Requirement: Give the records again exactly as written. Leave out the pictures.
*** Material to process Section Begins ***
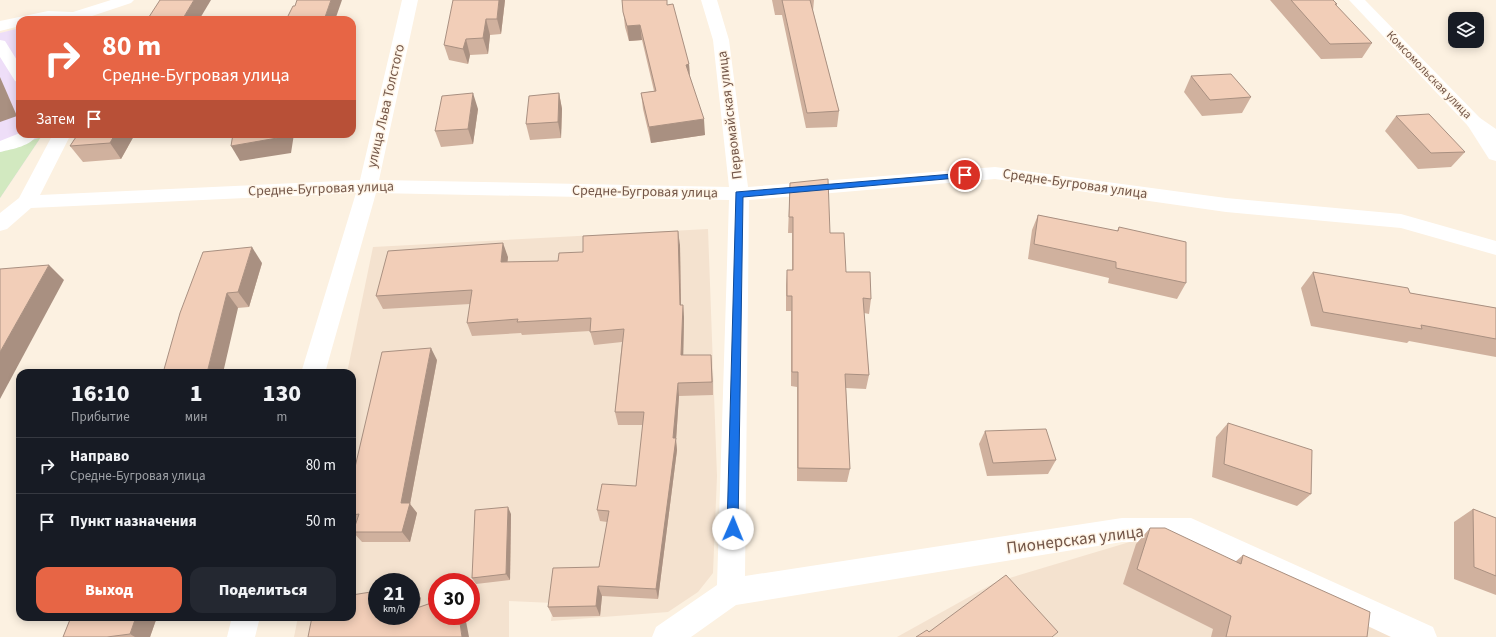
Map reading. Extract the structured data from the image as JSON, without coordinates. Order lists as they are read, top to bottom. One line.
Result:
{"streets":{"street":["Комсомольская улица","улица Льва Толстого","Первомайская улица","Средне-Бугровая улица","Пионерская улица"]},"crossings":[["улица Льва Толстого","Средне-Бугровая улица"],["Первомайская улица","Средне-Бугровая улица"],["Первомайская улица","Пионерская улица"]],"page":{"turn":["80 m","Средне-Бугровая улица"],"then":"Затем","eta":["16:10","Прибытие","1","мин","130","m"],"list":[{"name":"Направо","note":"Средне-Бугровая улица","value":"80 m"},{"name":"Пункт назначения","value":"50 m"}],"buttons":["Выход","Поделиться"],"speed":"21 km/h","limit":"30"}}
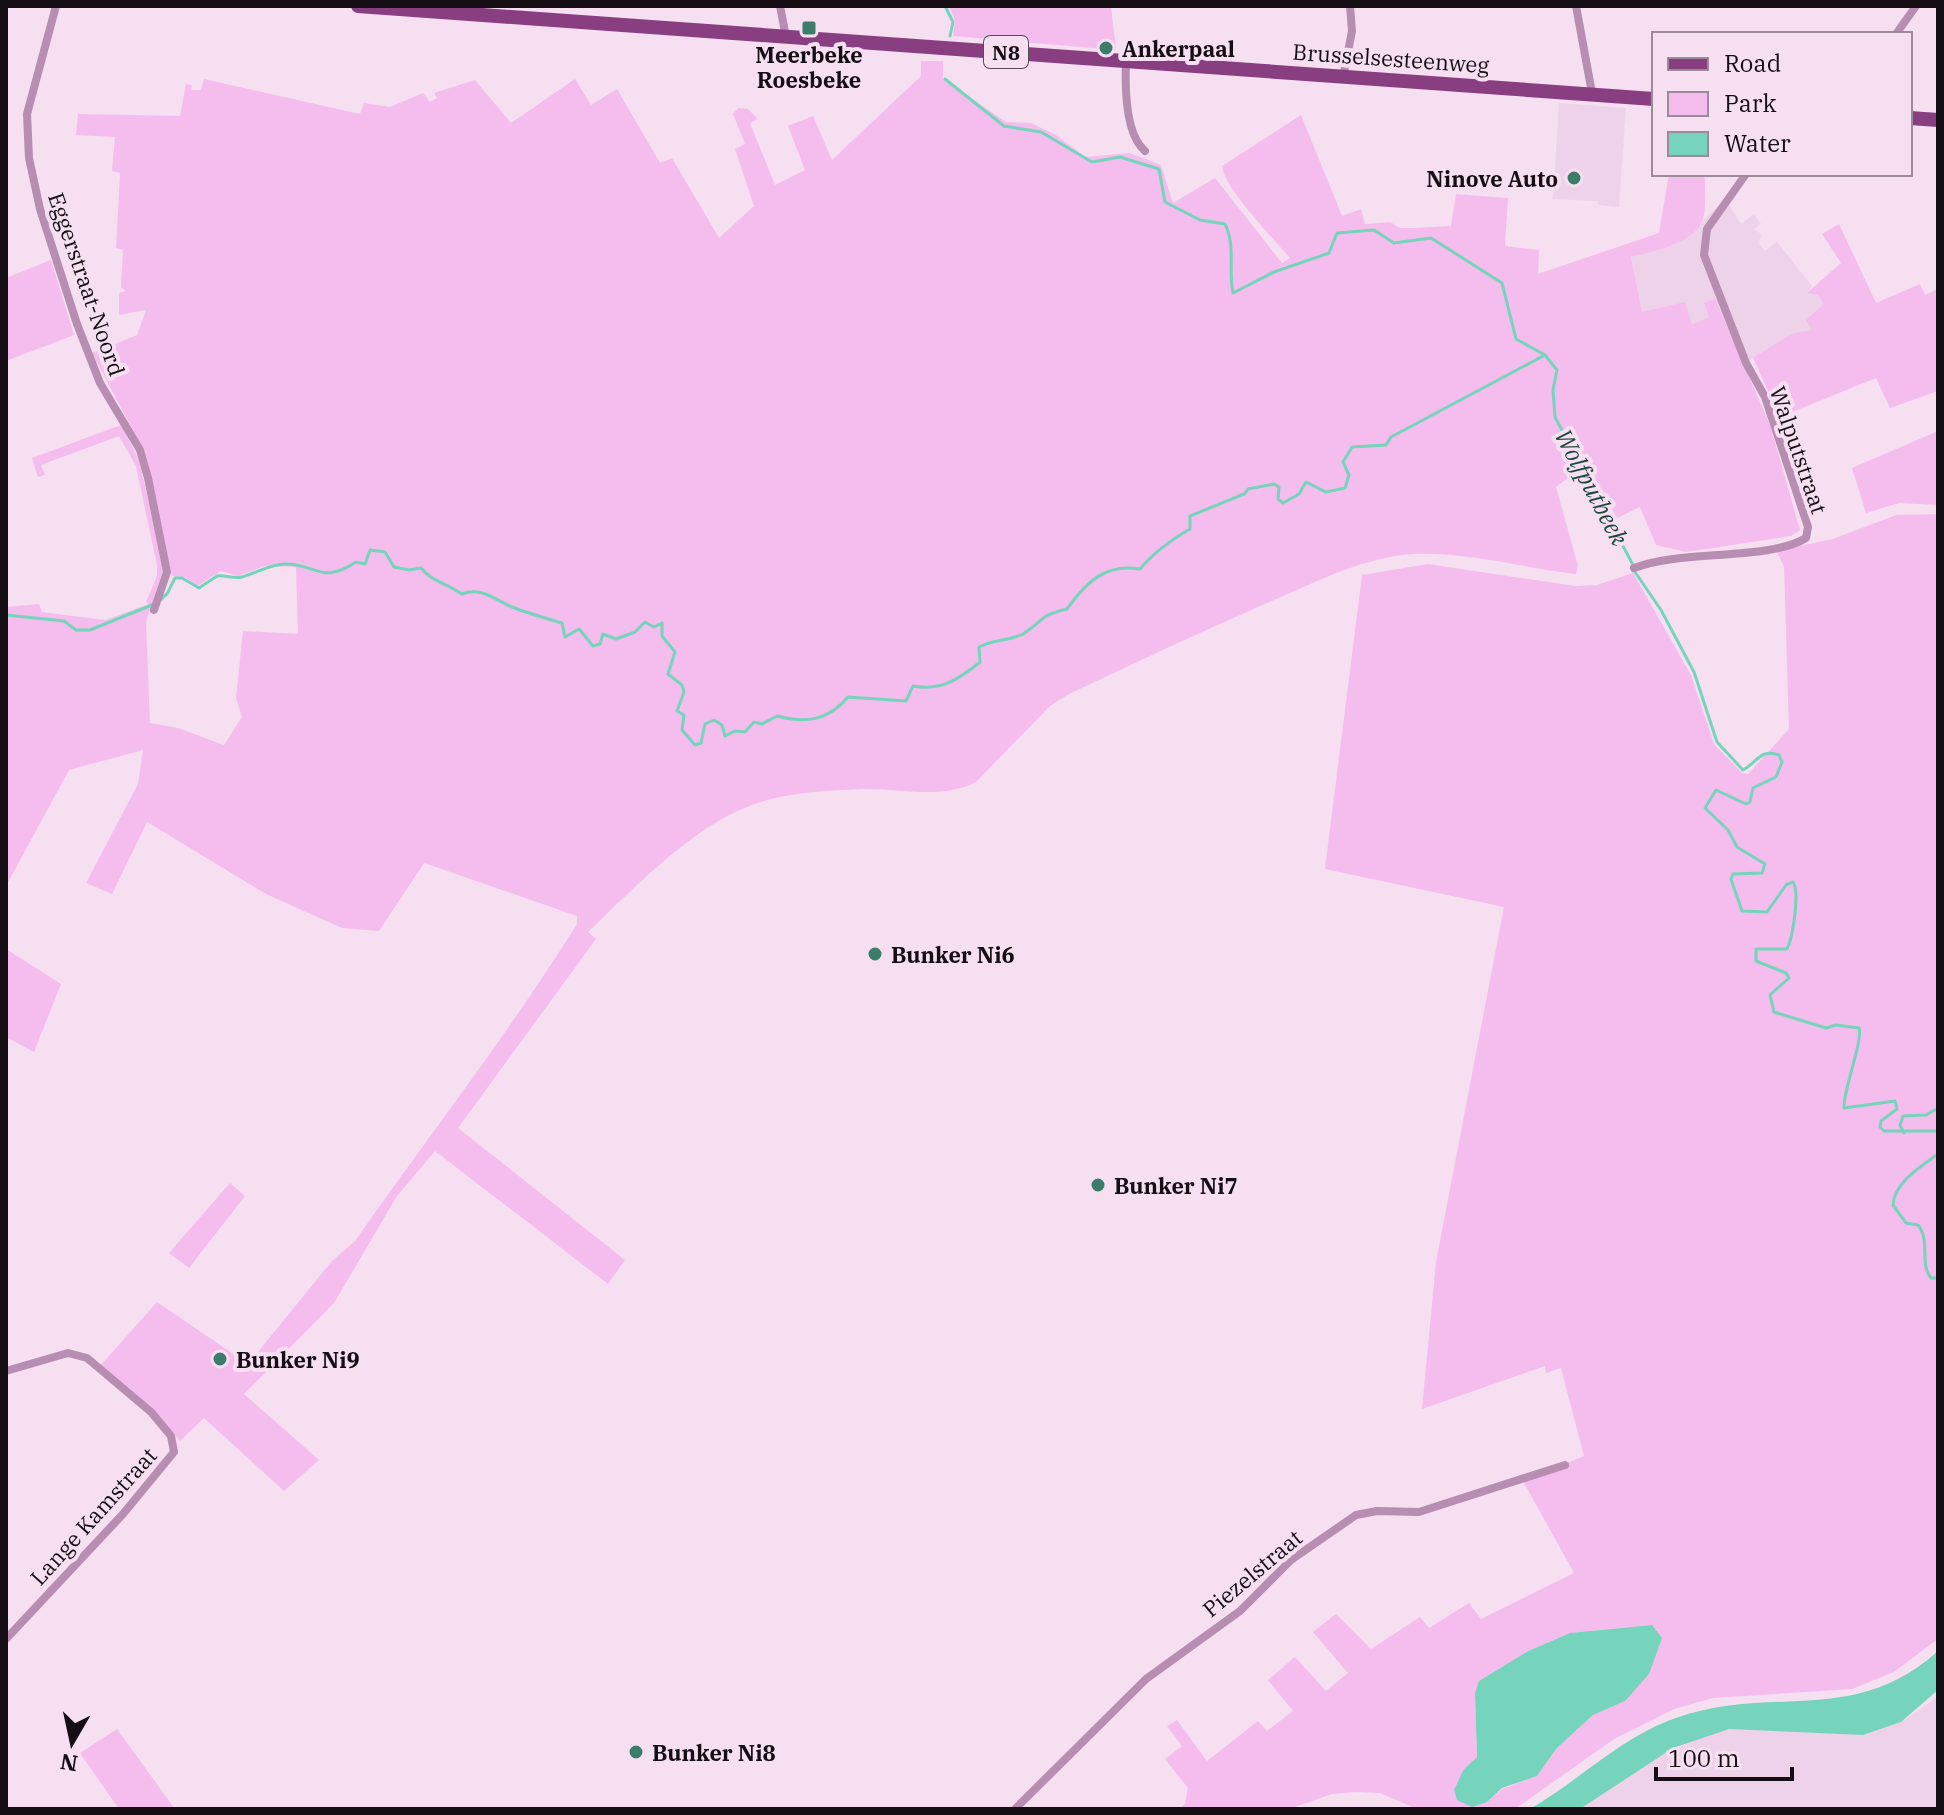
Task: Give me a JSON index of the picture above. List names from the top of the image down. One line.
{"streets":{"main road":["N8","Brusselsesteenweg"],"street":["Eggerstraat-Noord","Walputstraat","Lange Kamstraat","Piezelstraat"]},"water":["Wolfputbeek"],"places":{"transit":["Meerbeke Roesbeke"],"other":["Ankerpaal","Ninove Auto","Bunker Ni6","Bunker Ni7","Bunker Ni9","Bunker Ni8"]},"legend":["Road","Park","Water"],"scale_bar":"100 m","north":"bottom"}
*** Material to process Section Ends ***
Expected answer:
Map reading. Extract the structured data from the image as JSON, without coordinates. Order lists as they are read, top to bottom. One line.
Result:
{"streets":{"street":["Комсомольская улица","улица Льва Толстого","Первомайская улица","Средне-Бугровая улица","Пионерская улица"]},"crossings":[["улица Льва Толстого","Средне-Бугровая улица"],["Первомайская улица","Средне-Бугровая улица"],["Первомайская улица","Пионерская улица"]],"page":{"turn":["80 m","Средне-Бугровая улица"],"then":"Затем","eta":["16:10","Прибытие","1","мин","130","m"],"list":[{"name":"Направо","note":"Средне-Бугровая улица","value":"80 m"},{"name":"Пункт назначения","value":"50 m"}],"buttons":["Выход","Поделиться"],"speed":"21 km/h","limit":"30"}}
Task: Give me a JSON index of the picture above. List names from the top of the image down. One line.
{"streets":{"main road":["N8","Brusselsesteenweg"],"street":["Eggerstraat-Noord","Walputstraat","Lange Kamstraat","Piezelstraat"]},"water":["Wolfputbeek"],"places":{"transit":["Meerbeke Roesbeke"],"other":["Ankerpaal","Ninove Auto","Bunker Ni6","Bunker Ni7","Bunker Ni9","Bunker Ni8"]},"legend":["Road","Park","Water"],"scale_bar":"100 m","north":"bottom"}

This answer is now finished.